National

New Asahi Shimbun chief promises to restore public trust in daily

by Eric Johnston

Staff Writer

The Asahi Shimbun’s new president vowed Friday to rebuild domestic and international trust in the beleaguered paper by broadening the range of views expressed in its pages, correcting erroneous information in a timely manner and being more careful with investigative stories.

Masataka Watanabe, 55, formally assumed his new post as president Friday, taking over from Tadakazu Kimura, who stepped down to take responsibility for errant reporting based on the transcript of a government interview with Masao Yoshida, the late head of the Fukushima No. 1 nuclear power plant.

Shinya Iida was tapped as the paper’s new chairman.

In a May expose, the Asahi mistakenly reported that plant employees defied Yoshida’s orders by fleeing during the triple meltdown of March 11, 2011. It was forced to retract the story in September.

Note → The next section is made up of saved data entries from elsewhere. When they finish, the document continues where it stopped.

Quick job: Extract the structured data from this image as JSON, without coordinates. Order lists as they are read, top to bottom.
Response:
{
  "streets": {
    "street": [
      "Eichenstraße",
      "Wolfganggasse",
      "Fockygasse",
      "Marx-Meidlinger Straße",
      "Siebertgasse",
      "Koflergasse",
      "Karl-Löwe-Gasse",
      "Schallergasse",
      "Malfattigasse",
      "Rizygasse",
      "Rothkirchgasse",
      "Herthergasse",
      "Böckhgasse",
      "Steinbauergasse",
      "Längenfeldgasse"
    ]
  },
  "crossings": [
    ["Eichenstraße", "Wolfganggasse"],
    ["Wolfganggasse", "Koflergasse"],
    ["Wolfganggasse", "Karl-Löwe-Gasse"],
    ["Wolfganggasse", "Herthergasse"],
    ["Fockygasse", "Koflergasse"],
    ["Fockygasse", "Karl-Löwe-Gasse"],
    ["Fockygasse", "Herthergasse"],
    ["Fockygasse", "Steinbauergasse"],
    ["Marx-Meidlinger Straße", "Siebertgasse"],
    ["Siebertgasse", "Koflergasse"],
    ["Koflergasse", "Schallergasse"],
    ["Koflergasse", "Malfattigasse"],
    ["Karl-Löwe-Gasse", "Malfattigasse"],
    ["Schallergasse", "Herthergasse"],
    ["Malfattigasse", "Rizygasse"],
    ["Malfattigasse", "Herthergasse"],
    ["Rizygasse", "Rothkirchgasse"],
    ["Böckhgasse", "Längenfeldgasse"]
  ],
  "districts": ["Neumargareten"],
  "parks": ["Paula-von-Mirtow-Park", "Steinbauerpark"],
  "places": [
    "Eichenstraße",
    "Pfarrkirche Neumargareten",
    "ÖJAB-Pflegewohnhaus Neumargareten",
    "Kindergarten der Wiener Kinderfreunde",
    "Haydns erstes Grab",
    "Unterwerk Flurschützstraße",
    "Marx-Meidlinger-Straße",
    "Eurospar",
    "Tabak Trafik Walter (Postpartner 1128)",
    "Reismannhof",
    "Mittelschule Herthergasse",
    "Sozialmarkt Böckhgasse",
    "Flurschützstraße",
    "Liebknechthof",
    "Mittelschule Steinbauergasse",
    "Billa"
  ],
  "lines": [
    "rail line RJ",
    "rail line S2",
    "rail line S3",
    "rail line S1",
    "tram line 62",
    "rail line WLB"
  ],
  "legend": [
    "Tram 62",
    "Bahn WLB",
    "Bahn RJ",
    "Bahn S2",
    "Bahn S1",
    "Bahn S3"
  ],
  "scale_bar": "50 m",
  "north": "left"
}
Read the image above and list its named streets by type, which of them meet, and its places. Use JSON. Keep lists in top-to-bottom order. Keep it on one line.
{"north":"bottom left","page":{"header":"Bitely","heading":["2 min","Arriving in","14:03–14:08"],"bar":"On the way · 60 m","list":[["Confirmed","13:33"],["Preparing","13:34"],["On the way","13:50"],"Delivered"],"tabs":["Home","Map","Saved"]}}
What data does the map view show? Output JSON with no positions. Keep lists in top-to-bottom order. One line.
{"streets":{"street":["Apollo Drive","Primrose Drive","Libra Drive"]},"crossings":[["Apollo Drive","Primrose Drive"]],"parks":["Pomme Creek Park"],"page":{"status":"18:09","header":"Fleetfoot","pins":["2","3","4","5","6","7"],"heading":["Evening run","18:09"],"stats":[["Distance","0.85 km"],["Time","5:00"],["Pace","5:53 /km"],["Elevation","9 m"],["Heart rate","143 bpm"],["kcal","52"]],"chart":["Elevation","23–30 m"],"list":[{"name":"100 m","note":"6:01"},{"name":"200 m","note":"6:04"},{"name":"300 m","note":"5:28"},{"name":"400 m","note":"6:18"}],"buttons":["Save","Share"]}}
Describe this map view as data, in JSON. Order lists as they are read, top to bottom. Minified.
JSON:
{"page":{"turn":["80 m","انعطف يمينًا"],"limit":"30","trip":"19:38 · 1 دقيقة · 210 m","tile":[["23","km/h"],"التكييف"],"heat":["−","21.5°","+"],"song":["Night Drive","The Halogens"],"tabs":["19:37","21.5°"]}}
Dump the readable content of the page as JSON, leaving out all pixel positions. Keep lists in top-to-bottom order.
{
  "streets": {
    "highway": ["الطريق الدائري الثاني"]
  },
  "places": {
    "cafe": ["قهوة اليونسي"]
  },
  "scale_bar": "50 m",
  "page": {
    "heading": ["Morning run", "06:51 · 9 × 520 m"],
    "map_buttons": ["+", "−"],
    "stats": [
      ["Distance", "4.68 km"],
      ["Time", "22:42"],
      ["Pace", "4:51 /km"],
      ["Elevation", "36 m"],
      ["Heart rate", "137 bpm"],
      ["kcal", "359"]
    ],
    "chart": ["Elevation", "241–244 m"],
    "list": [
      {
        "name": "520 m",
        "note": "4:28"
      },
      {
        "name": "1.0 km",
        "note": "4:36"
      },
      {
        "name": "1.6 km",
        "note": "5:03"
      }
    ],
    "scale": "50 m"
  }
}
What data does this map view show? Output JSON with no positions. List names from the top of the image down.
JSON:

At about the same time, in August, the Asahi retracted 16 articles from the 1980s and 1990s about the “ianfu,” or “comfort women.”

The comfort women articles were based on interviews with Seiji Yoshida, a man who died in 2000 after claiming to have rounded up hundreds of the Korean women who were sent to the Imperial Japanese military’s wartime brothels.

Since Yoshida’s claims could not be verified by many mainstream scholars, they had become suspect by the late 1990s. The Asahi stood by the story until August.

“We’re getting back to basics, and are going to work toward the day when we are judged as a newspaper that is fair, open, humble, and promptly corrects its mistakes,” Watanabe told reporters Friday night.

An outside group of lawyers and media experts is investigating the Asahi’s reporting methods and is expected to issue its report within a month.

Watanabe announced five measures the paper would take to re-establish trust: hold roundtable meetings with voters throughout the country; expand the variety of opinions expressed in the paper and deepen the dialogue with readers; fundamentally restructure the way the paper corrects false information; maintain an attitude of healthy criticism; and strengthen investigative journalism efforts.

The retraction of the comfort women articles in particular unleashed a storm of criticism against the Asahi from the right-wing media. Prime Minister Shinzo Abe blamed the comfort women articles for creating a false impression internationally of the issue.

But four American experts involved in drawing up a 2007 resolution, passed by the U.S. House of Representatives, calling for Japan to acknowledge and apologize for its responsibility for “its Imperial Forces’ coercion of young women into sexual slavery” said Yoshida’s testimony had very little impact on the issue.

“The Yoshida memoir and Asahi’s reporting of it were not factors in the consideration, drafting, or defense of (the House resolution). One discredited source would not form the basis of research for Congress. There was ample documentary and testimonial evidence from across the Indo-Pacific region to support the fact that Imperial Japan organized and managed a system of sexual slavery for its military as well as for its colonial officials, businessmen and overseas workers,” said Washington-based Dennis Halpin of U.S.-Korea Institute, Johns Hopkins University, Mindy Kotler of Asia Policy Point, Mike Mochizuki of George Washington University, and Larry Niksch at the Center for Strategic and International Studies in a joint statement issued in September.